Exercise instructions
If an entry holds a picture, drop the picture and restate the rest word for word.

Data shown
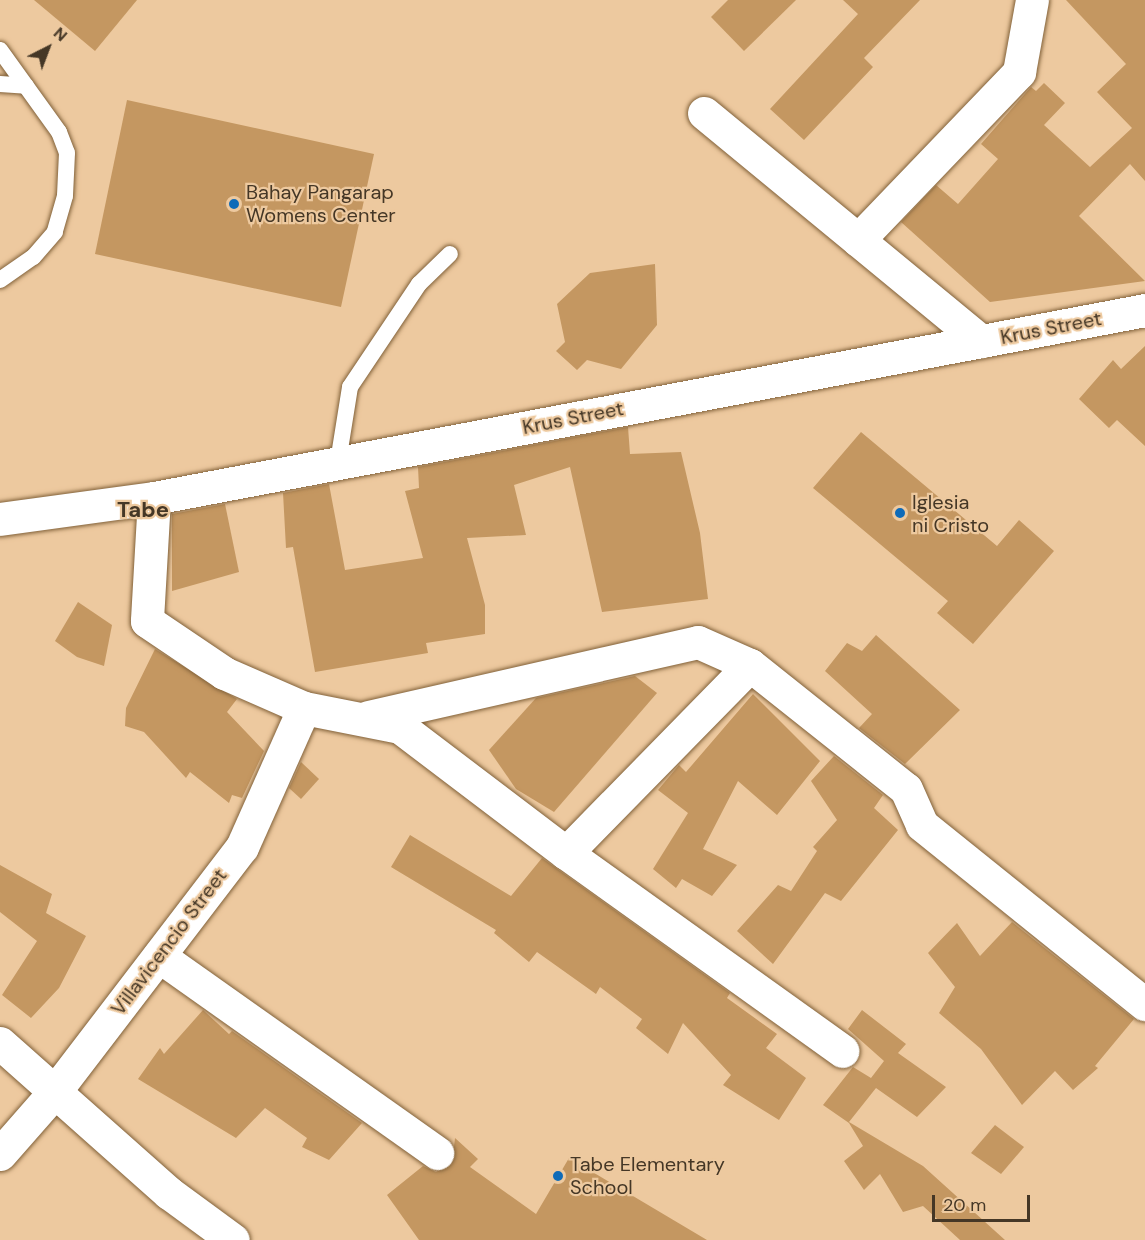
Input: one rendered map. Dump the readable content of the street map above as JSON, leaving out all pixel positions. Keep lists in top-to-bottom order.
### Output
{
  "streets": {
    "street": ["Krus Street", "Villavicencio Street"]
  },
  "districts": ["Tabe"],
  "places": ["Bahay Pangarap Womens Center", "Iglesia ni Cristo", "Tabe Elementary School"],
  "scale_bar": "20 m",
  "north": "top right"
}
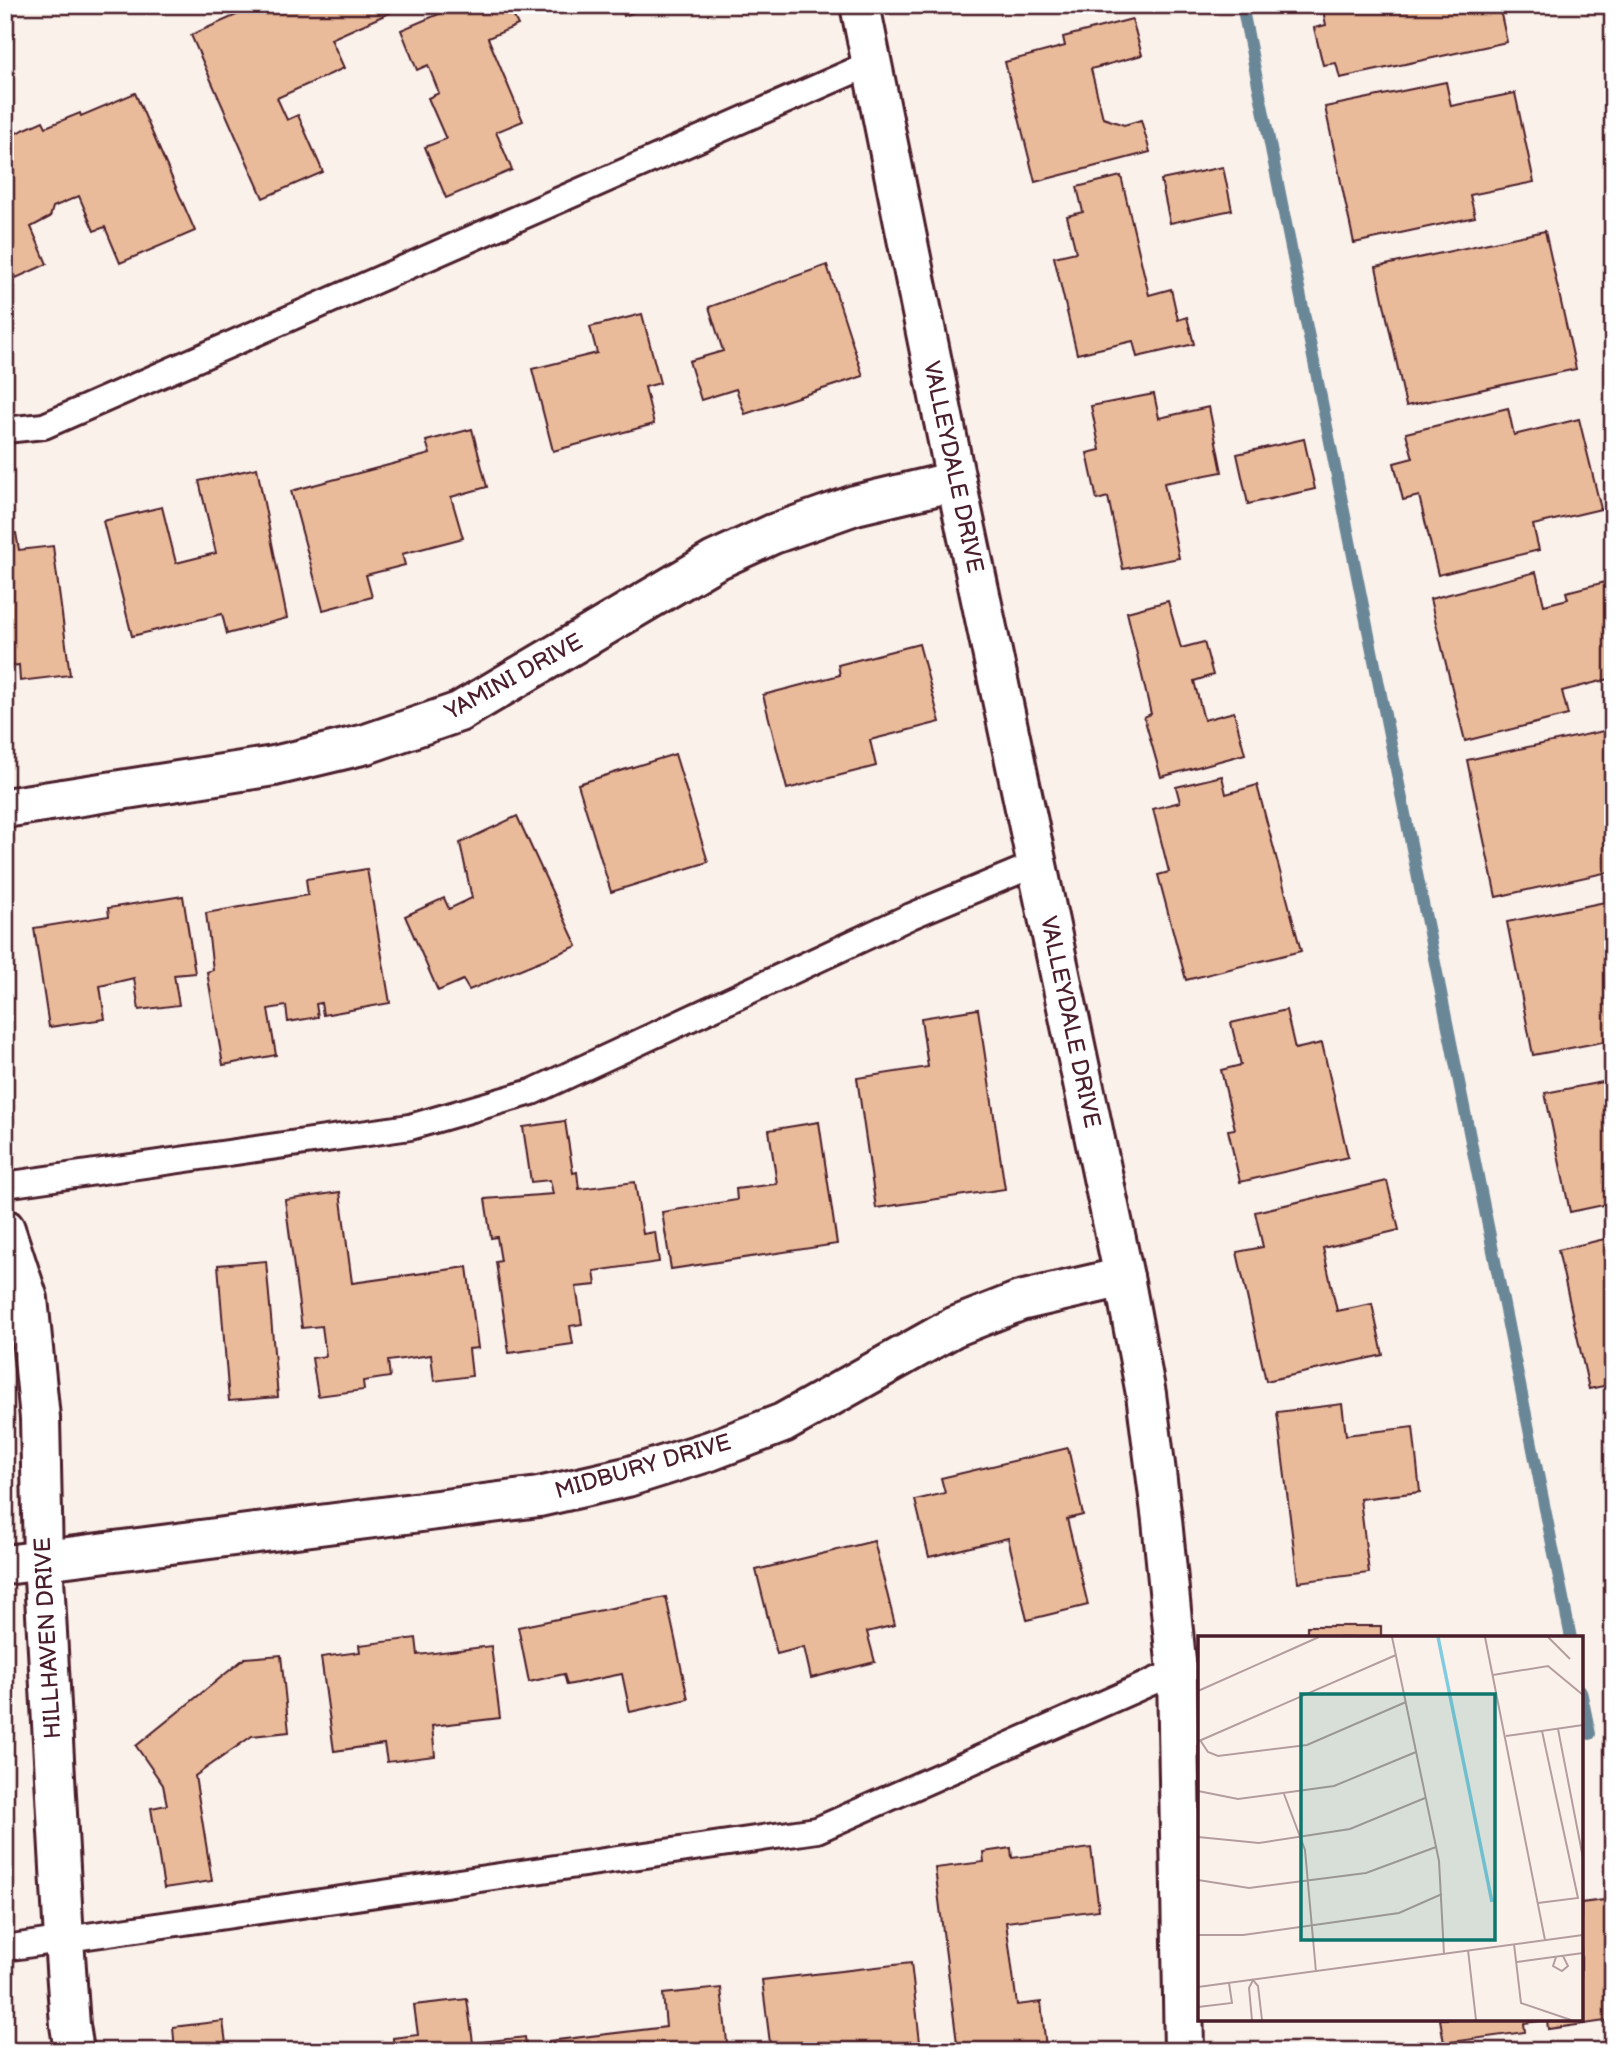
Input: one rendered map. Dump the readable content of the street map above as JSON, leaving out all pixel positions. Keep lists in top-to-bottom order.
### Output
{
  "streets": {
    "street": [
      "VALLEYDALE DRIVE",
      "YAMINI DRIVE",
      "MIDBURY DRIVE",
      "HILLHAVEN DRIVE"
    ]
  },
  "crossings": [
    ["VALLEYDALE DRIVE", "YAMINI DRIVE"],
    ["VALLEYDALE DRIVE", "MIDBURY DRIVE"],
    ["MIDBURY DRIVE", "HILLHAVEN DRIVE"]
  ]
}
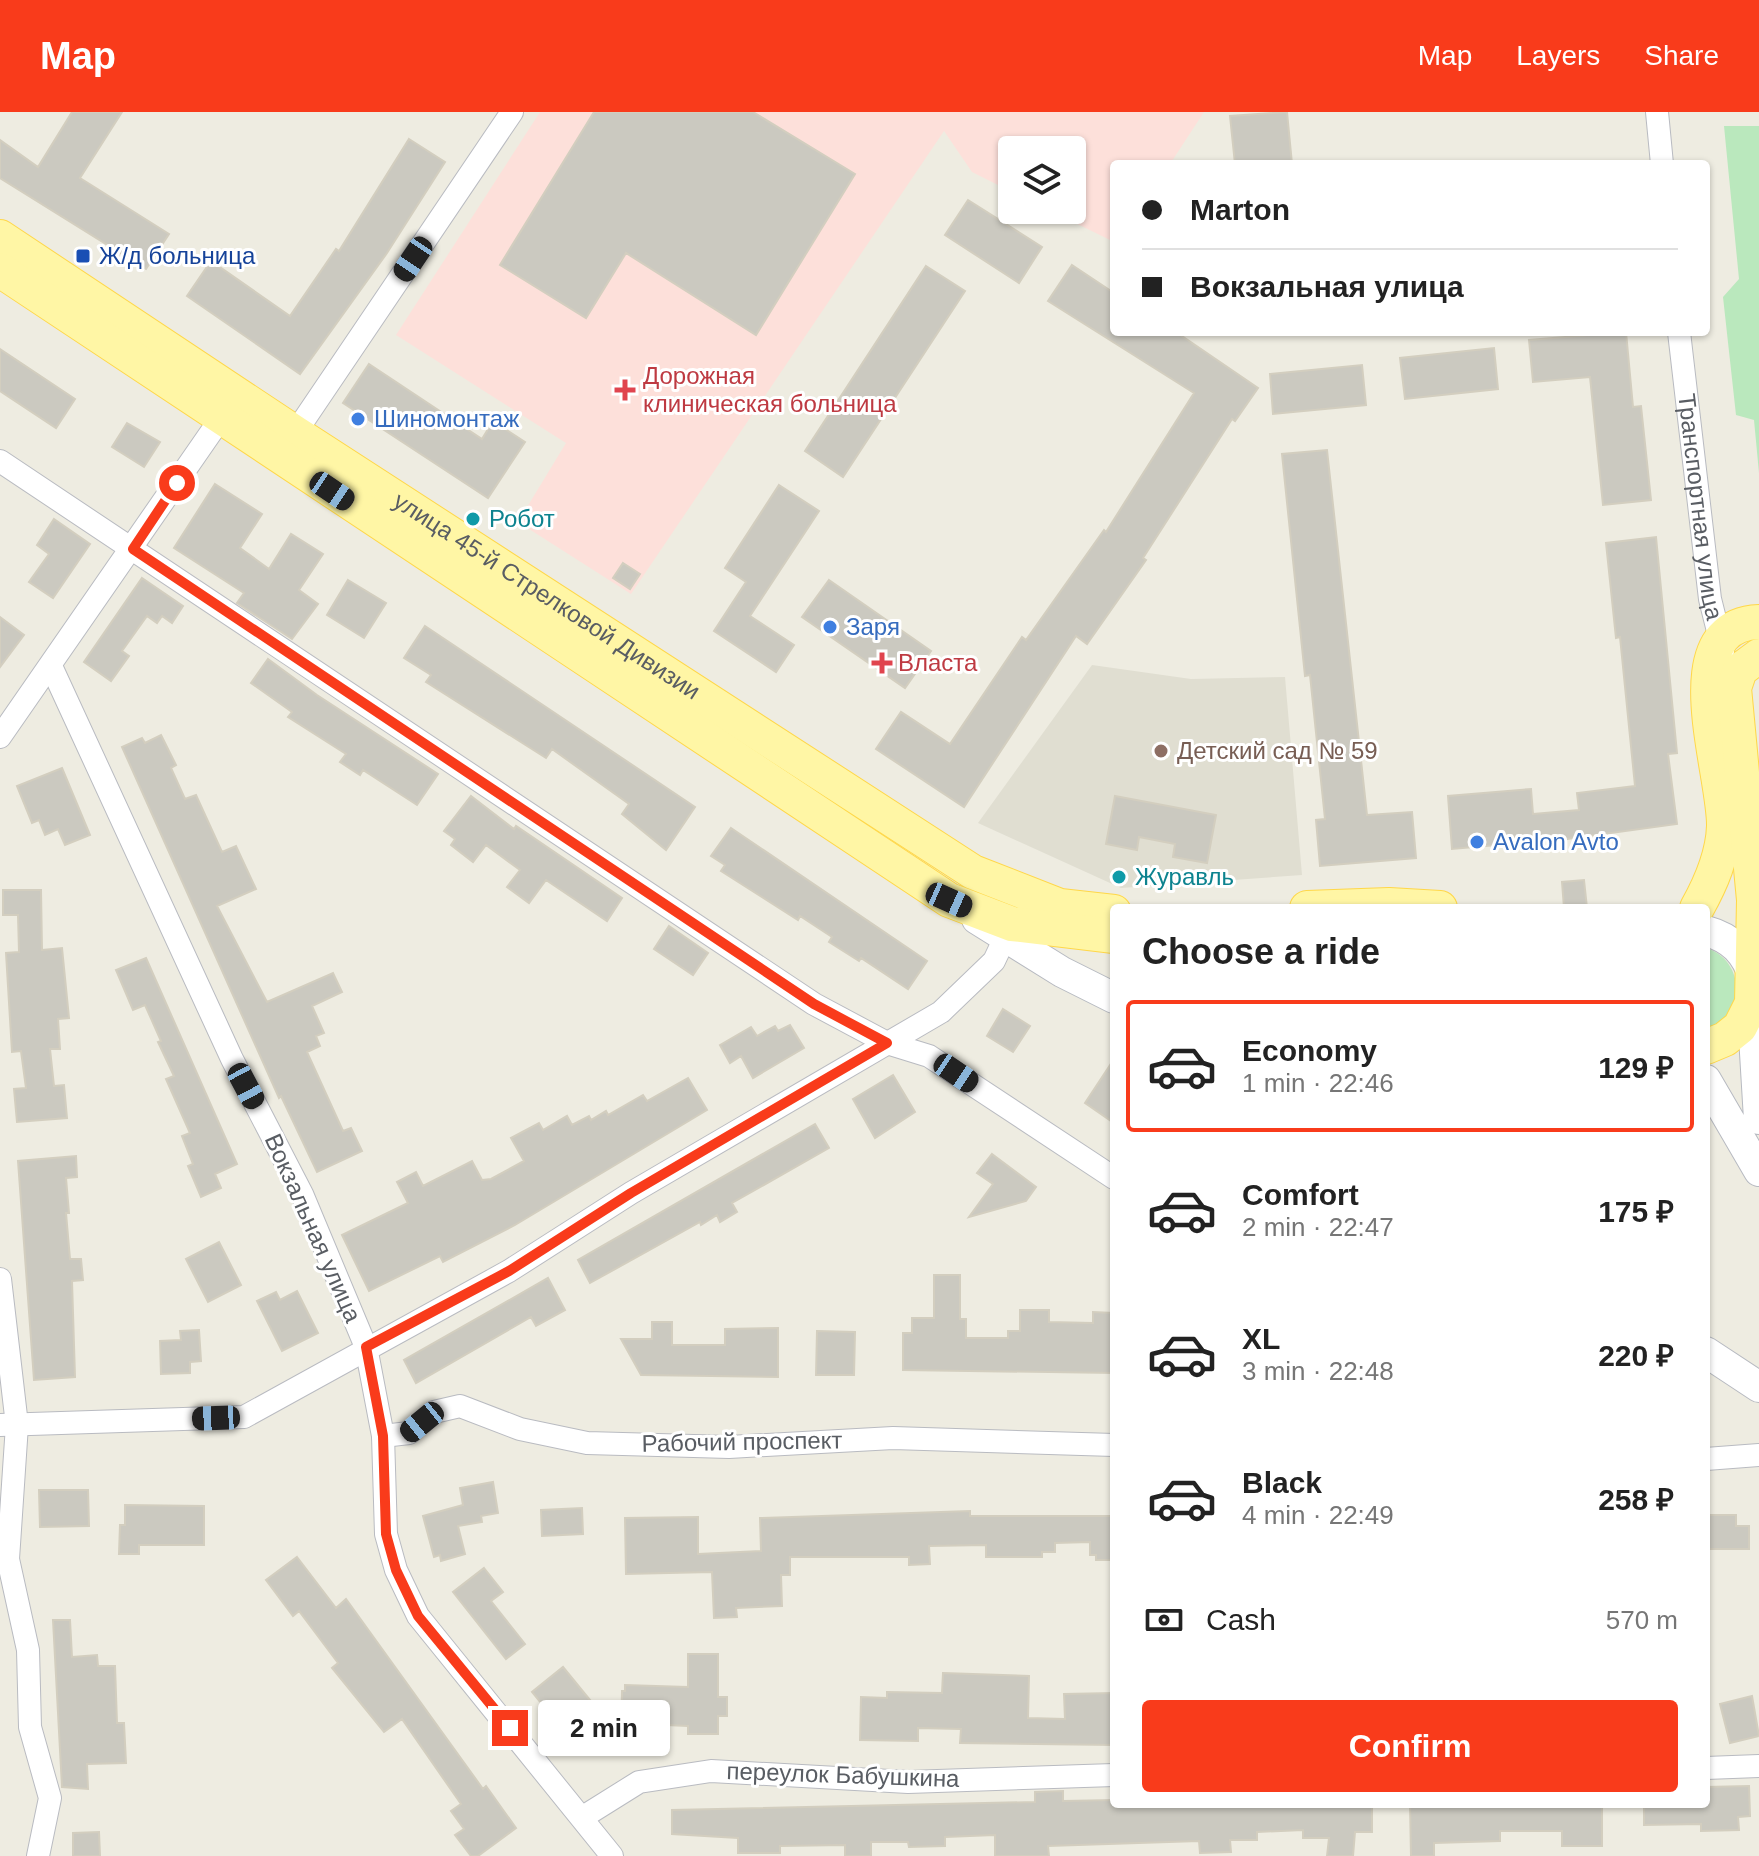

Response
Input: one rendered map. Dump the readable content of the street map above as JSON, leaving out all pixel positions. Keep lists in top-to-bottom order.
### Output
{
  "streets": {
    "street": ["Krus Street", "Villavicencio Street"]
  },
  "districts": ["Tabe"],
  "places": ["Bahay Pangarap Womens Center", "Iglesia ni Cristo", "Tabe Elementary School"],
  "scale_bar": "20 m",
  "north": "top right"
}
Input: one rendered map. Dump the readable content of the street map above as JSON, leaving out all pixel positions. Keep lists in top-to-bottom order.
### Output
{
  "streets": {
    "street": [
      "VALLEYDALE DRIVE",
      "YAMINI DRIVE",
      "MIDBURY DRIVE",
      "HILLHAVEN DRIVE"
    ]
  },
  "crossings": [
    ["VALLEYDALE DRIVE", "YAMINI DRIVE"],
    ["VALLEYDALE DRIVE", "MIDBURY DRIVE"],
    ["MIDBURY DRIVE", "HILLHAVEN DRIVE"]
  ]
}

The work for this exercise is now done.